Materials and Methods
This study was approved by our institutional review boards and a waiver of consent was granted due to retrospective nature of this study.
This was a retrospective cohort analysis. We identified all individuals born between January 1, 2009 and June 30, 2011 (inclusive) with a history of admission to a NICU at our system hospital, and with subsequent genetic testing (see below). Patients were then evaluated longitudinally through December 31, 2021, for any genetic testing result. Dates of presentation and length of follow-up were selected to maximize length of follow-up for up to 10 years but not go further back in time given the rapid changes in approach to genetic testing.

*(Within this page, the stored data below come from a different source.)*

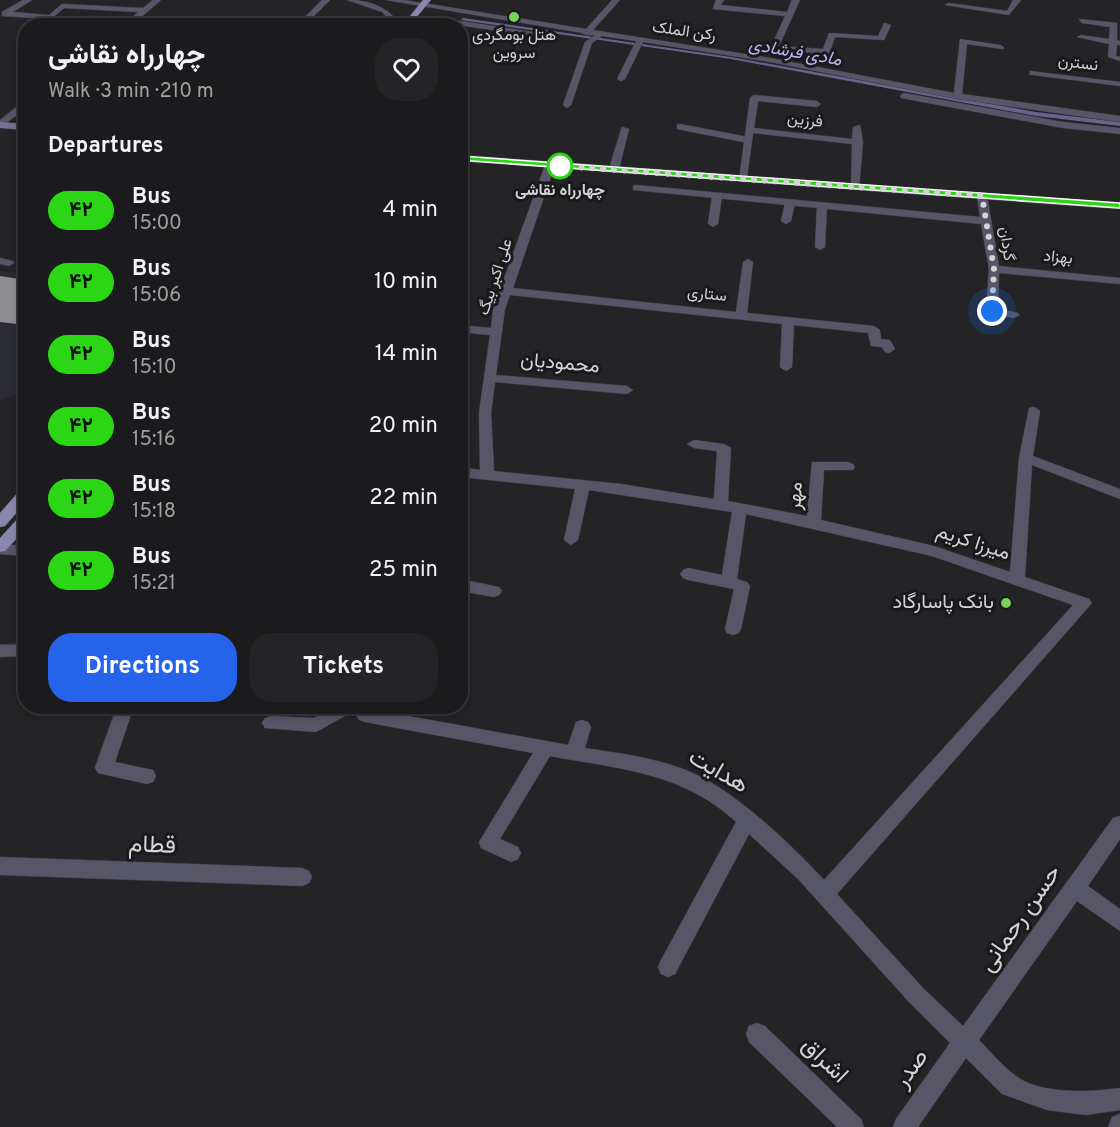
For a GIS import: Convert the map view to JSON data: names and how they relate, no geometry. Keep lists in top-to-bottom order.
{
  "streets": {
    "street": [
      "رکن الملک",
      "نسترن",
      "فرزین",
      "گردان",
      "بهزاد",
      "علی اکبر بیگ",
      "ستاری",
      "محمودیان",
      "مهر",
      "میرزا کریم",
      "هدایت",
      "قطام",
      "حسن رحمانی",
      "اشراق",
      "صدر"
    ]
  },
  "crossings": [
    ["گردان", "بهزاد"],
    ["علی اکبر بیگ", "ستاری"],
    ["علی اکبر بیگ", "محمودیان"],
    ["علی اکبر بیگ", "میرزا کریم"],
    ["مهر", "میرزا کریم"],
    ["میرزا کریم", "هدایت"],
    ["هدایت", "حسن رحمانی"],
    ["هدایت", "صدر"],
    ["حسن رحمانی", "صدر"]
  ],
  "water": ["مادی فرشادی"],
  "places": ["هتل بومگردی سروین", "چهارراه نقاشی", "بانک پاسارگاد"],
  "lines": ["bus line ۴۲"],
  "page": {
    "heading": [
      ["چهارراه نقاشی", "Walk · 3 min · 210 m"],
      "Departures"
    ],
    "list": [
      {
        "mark": "۴۲",
        "name": "Bus",
        "note": "15:00",
        "value": "4 min"
      },
      {
        "mark": "۴۲",
        "name": "Bus",
        "note": "15:06",
        "value": "10 min"
      },
      {
        "mark": "۴۲",
        "name": "Bus",
        "note": "15:10",
        "value": "14 min"
      },
      {
        "mark": "۴۲",
        "name": "Bus",
        "note": "15:16",
        "value": "20 min"
      },
      {
        "mark": "۴۲",
        "name": "Bus",
        "note": "15:18",
        "value": "22 min"
      },
      {
        "mark": "۴۲",
        "name": "Bus",
        "note": "15:21",
        "value": "25 min"
      }
    ],
    "buttons": ["Directions", "Tickets"]
  }
}
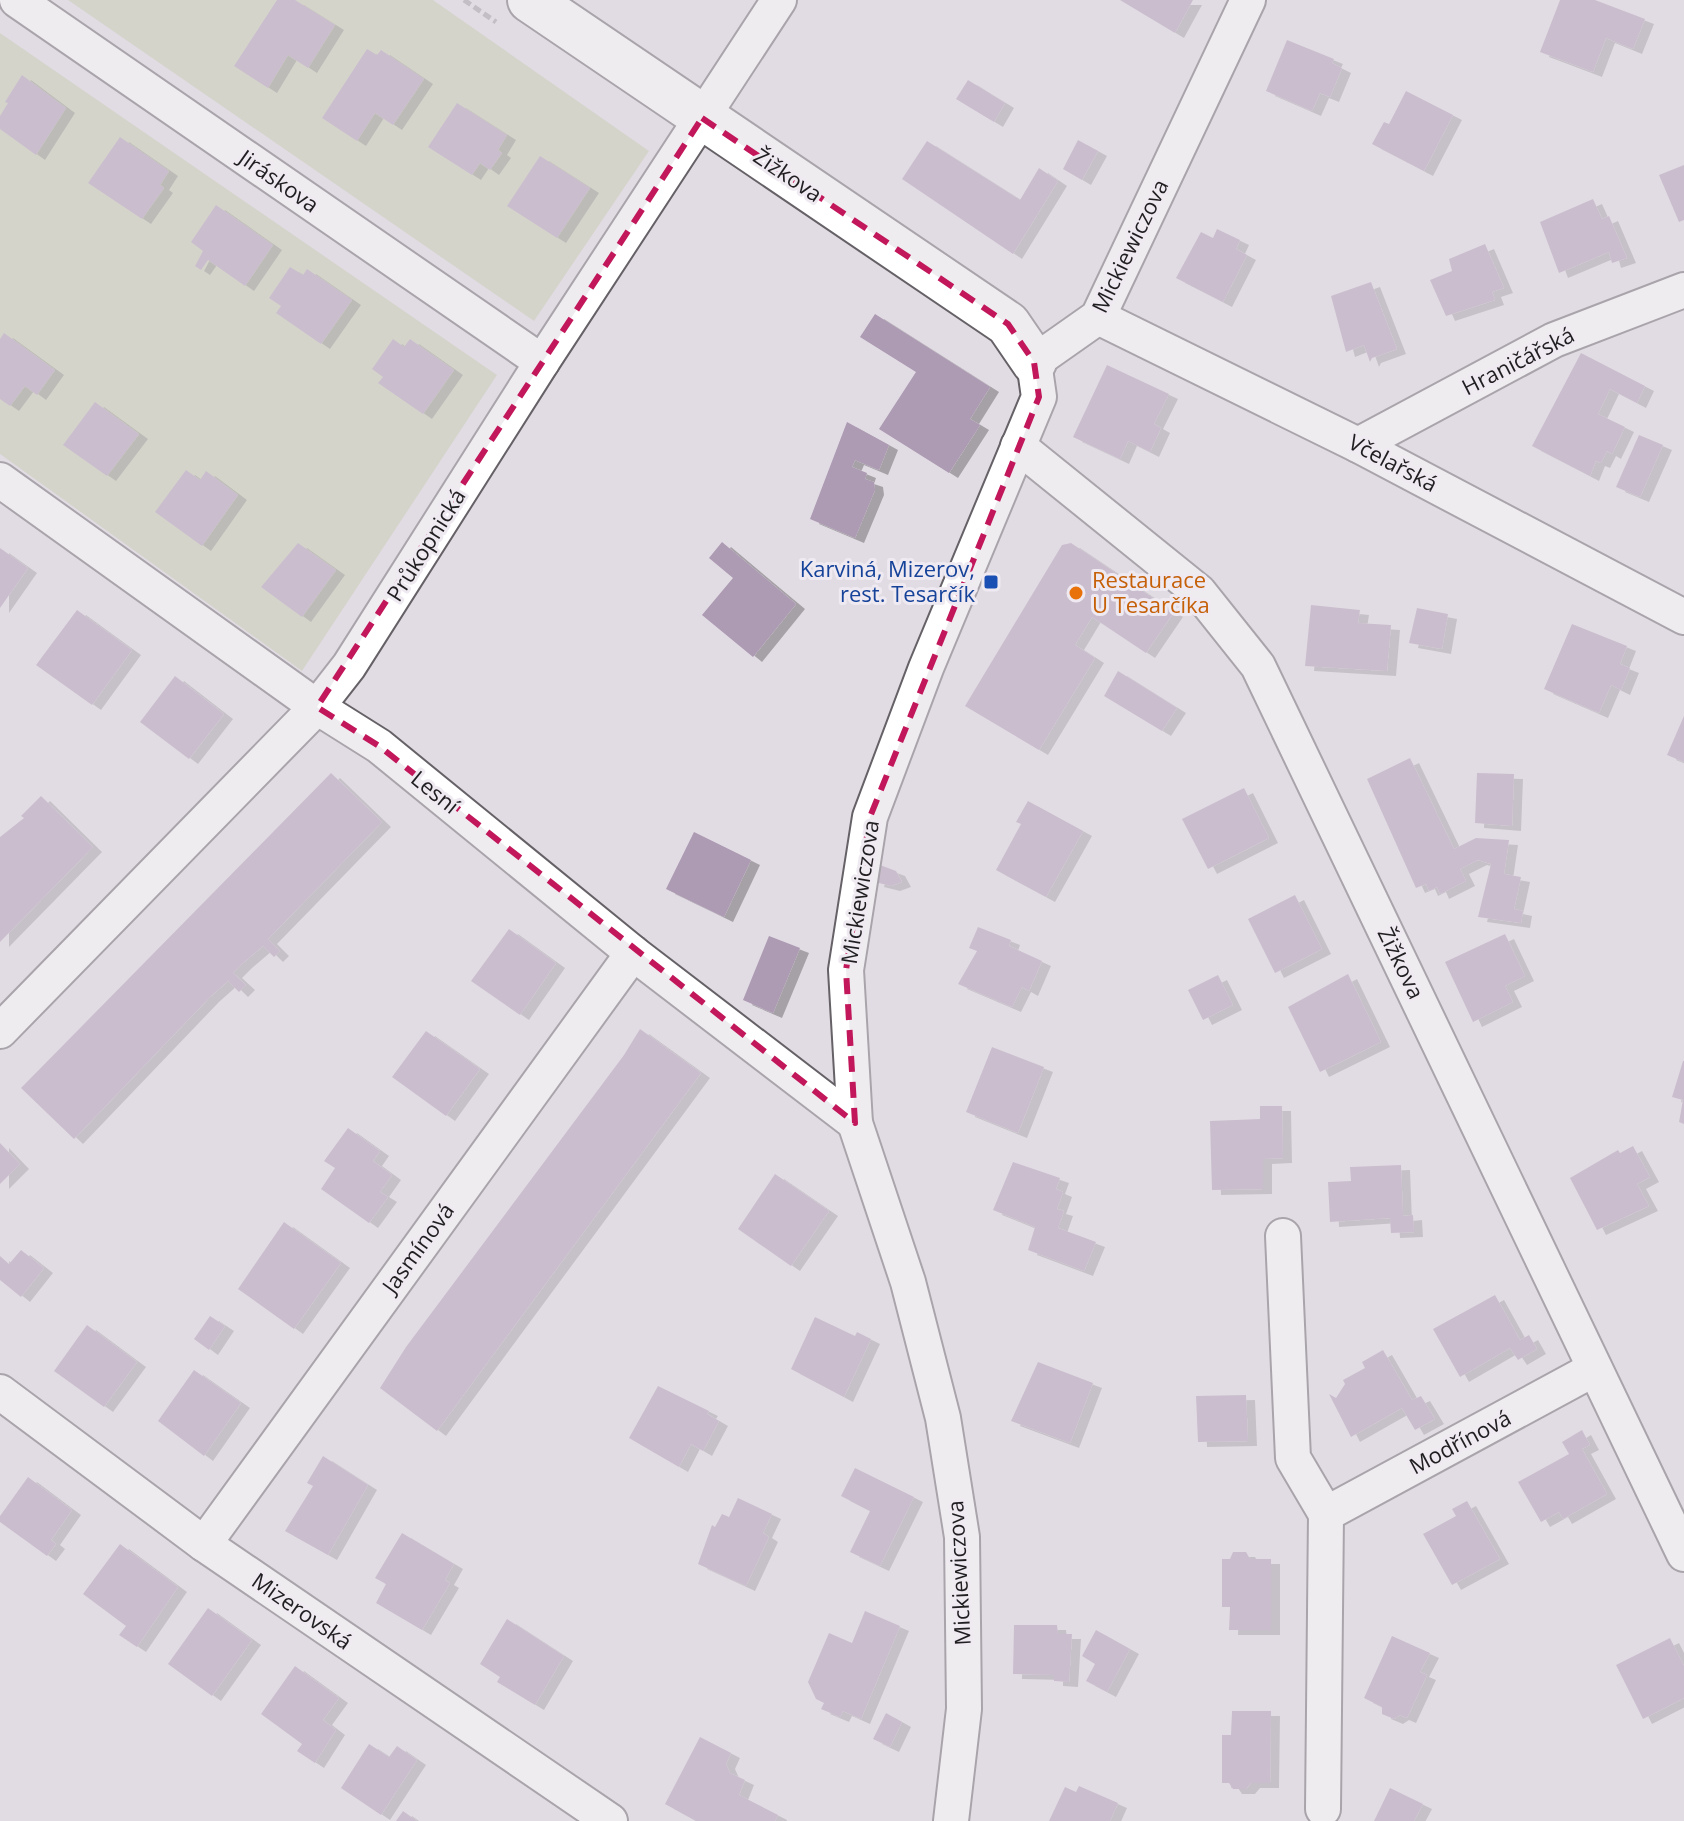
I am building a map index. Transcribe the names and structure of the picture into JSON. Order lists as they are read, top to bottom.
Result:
{
  "streets": {
    "street": [
      "Žižkova",
      "Jiráskova",
      "Mickiewiczova",
      "Hraničářská",
      "Včelařská",
      "Průkopnická",
      "Lesní",
      "Jasmínová",
      "Modřínová",
      "Mizerovská"
    ]
  },
  "crossings": [
    ["Žižkova", "Mickiewiczova"],
    ["Žižkova", "Průkopnická"],
    ["Žižkova", "Modřínová"],
    ["Jiráskova", "Průkopnická"],
    ["Mickiewiczova", "Včelařská"],
    ["Mickiewiczova", "Lesní"],
    ["Hraničářská", "Včelařská"],
    ["Průkopnická", "Lesní"],
    ["Lesní", "Jasmínová"],
    ["Jasmínová", "Mizerovská"]
  ],
  "places": {
    "transit": ["Karviná, Mizerov, rest. Tesarčík"],
    "other": ["Restaurace U Tesarčíka"]
  }
}
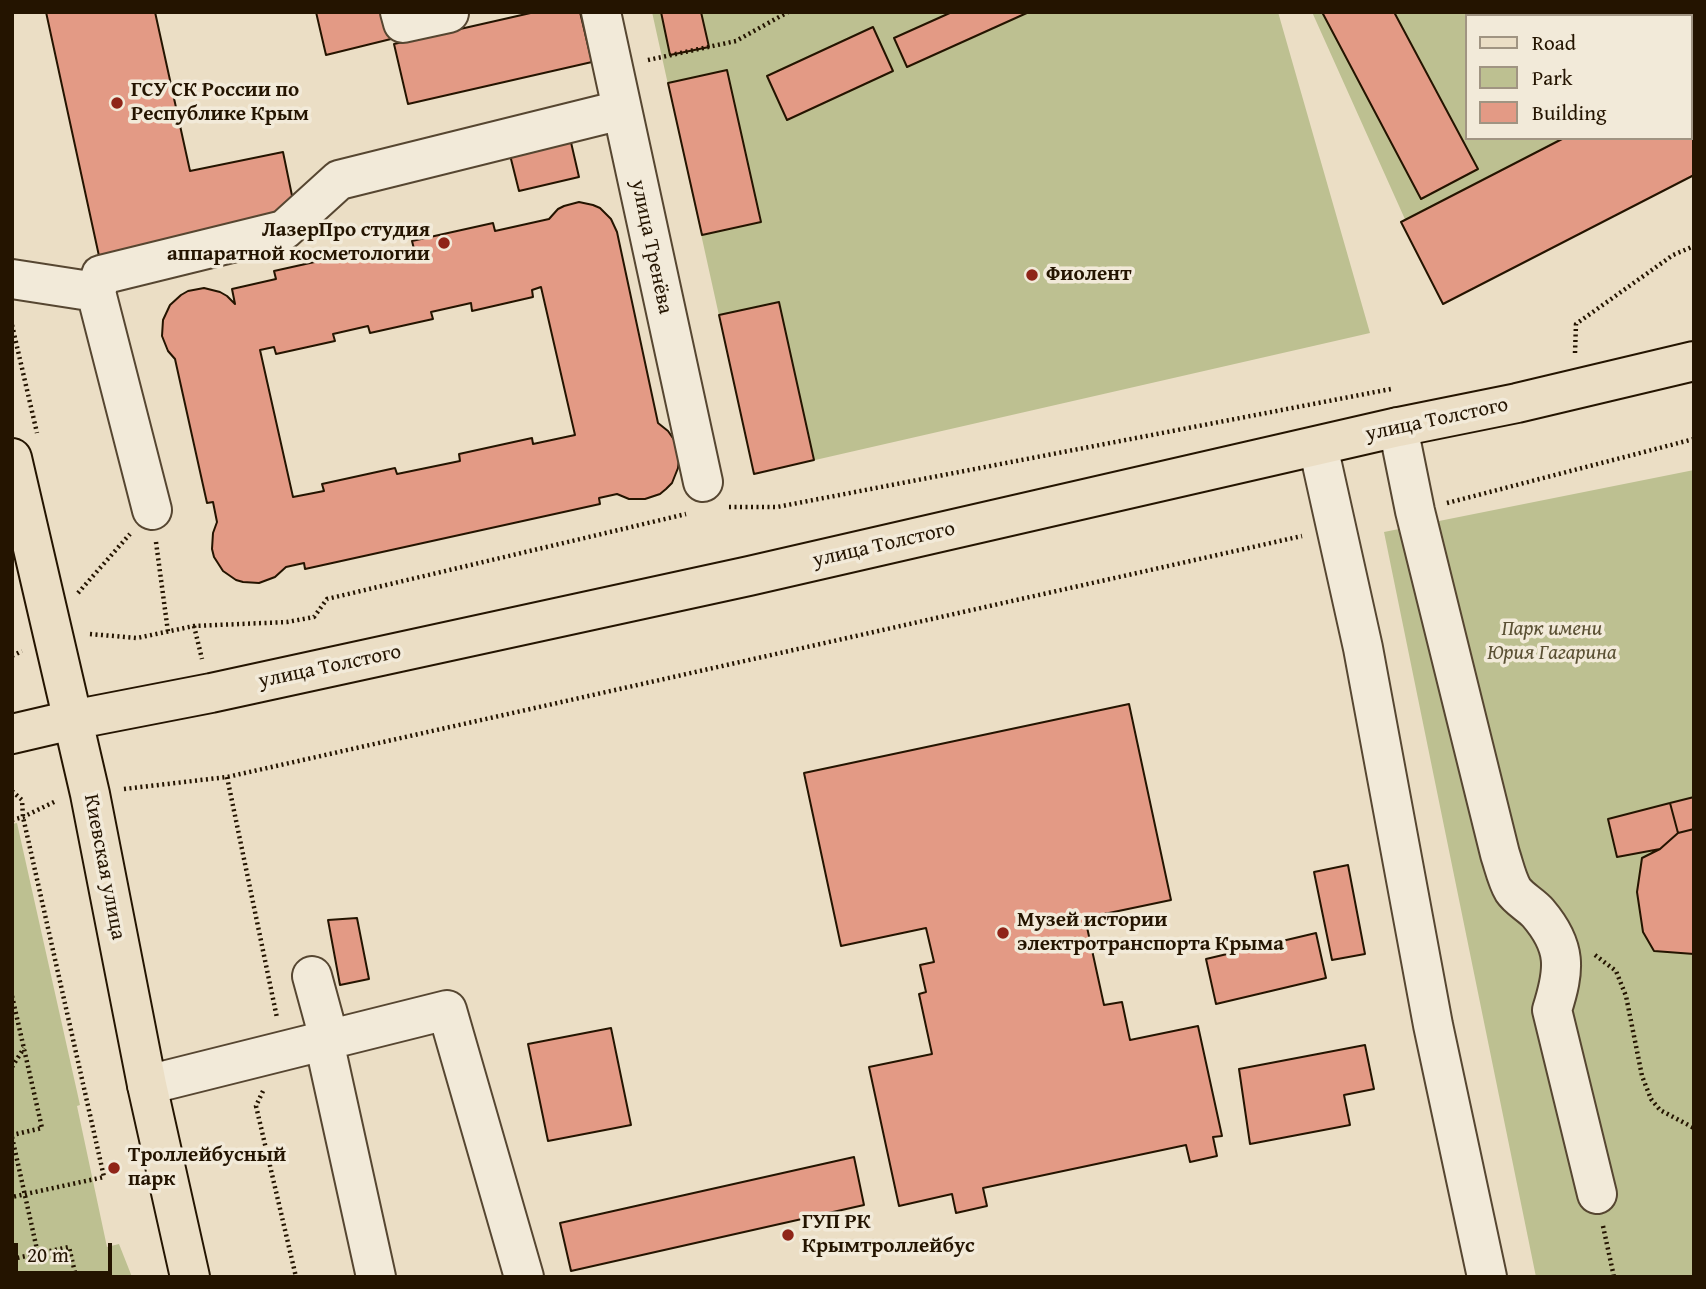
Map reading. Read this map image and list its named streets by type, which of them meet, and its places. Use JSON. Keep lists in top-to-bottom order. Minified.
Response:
{"streets":{"main road":["улица Толстого","Киевская улица"],"street":["улица Тренёва"]},"crossings":[["улица Толстого","Киевская улица"]],"parks":["Парк имени Юрия Гагарина"],"places":["ГСУ СК России по Республике Крым","ЛазерПро студия аппаратной косметологии","Фиолент","Музей истории электротранспорта Крыма","Троллейбусный парк","ГУП РК Крымтроллейбус"],"legend":["Road","Park","Building"],"scale_bar":"20 m"}
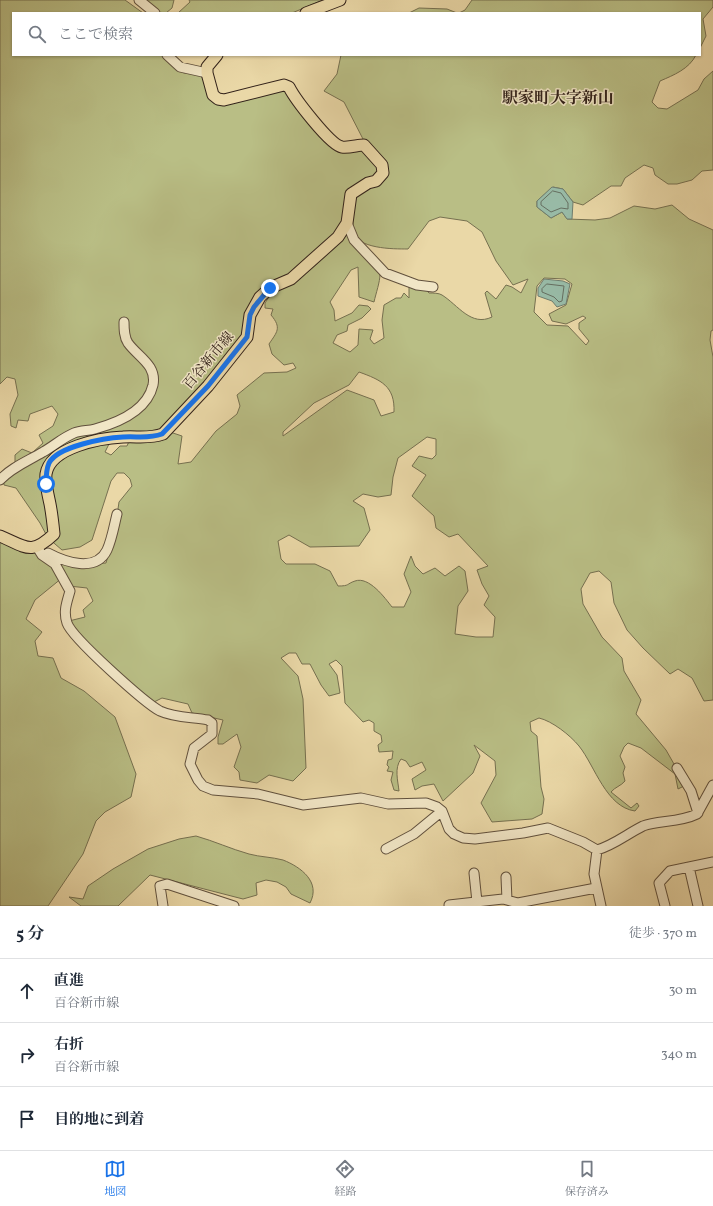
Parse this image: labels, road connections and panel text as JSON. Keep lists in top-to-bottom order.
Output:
{
  "streets": {
    "main road": ["百谷新市線"]
  },
  "districts": ["駅家町大字新山"],
  "page": {
    "search": "ここで検索",
    "heading": ["5 分", "徒歩 · 370 m"],
    "list": [
      ["直進", "百谷新市線", "30 m"],
      ["右折", "百谷新市線", "340 m"],
      "目的地に到着"
    ],
    "nav": ["地図", "経路", "保存済み"]
  }
}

The health care system is a regional, not-for-profit integrated health care delivery system, with 22 hospitals, and 160 clinics and urgent care facilities located across the region, serving 60% of the state’s 3.4 million residents and 85% of the state’s children.15, 16, 17 The specialty clinics serve as the sole tertiary pediatric center for an estimated pediatric population of >1.7 million children,18 and the major site of pediatric specialty care in the region. For inclusion in the study, we used a database of genetic testing. The database contains the results of genetic panel testing, single-gene testing, Exome sequencing, and Genome sequencing that was curated by the Center for Personalized Medicine. Genetic results of the database were further cross-referenced for each patient with manual review of the electronic medical record to ensure that no results were missed. Exclusion criteria included incomplete medical records from the NICU hospitalization. A control group of patients consisted of individuals born during the same time frame but with no history of admission to the NICU. Data of the cohort were identified at different points during the analysis, and identifying participant information was necessary to link genetic testing results and patient medical records.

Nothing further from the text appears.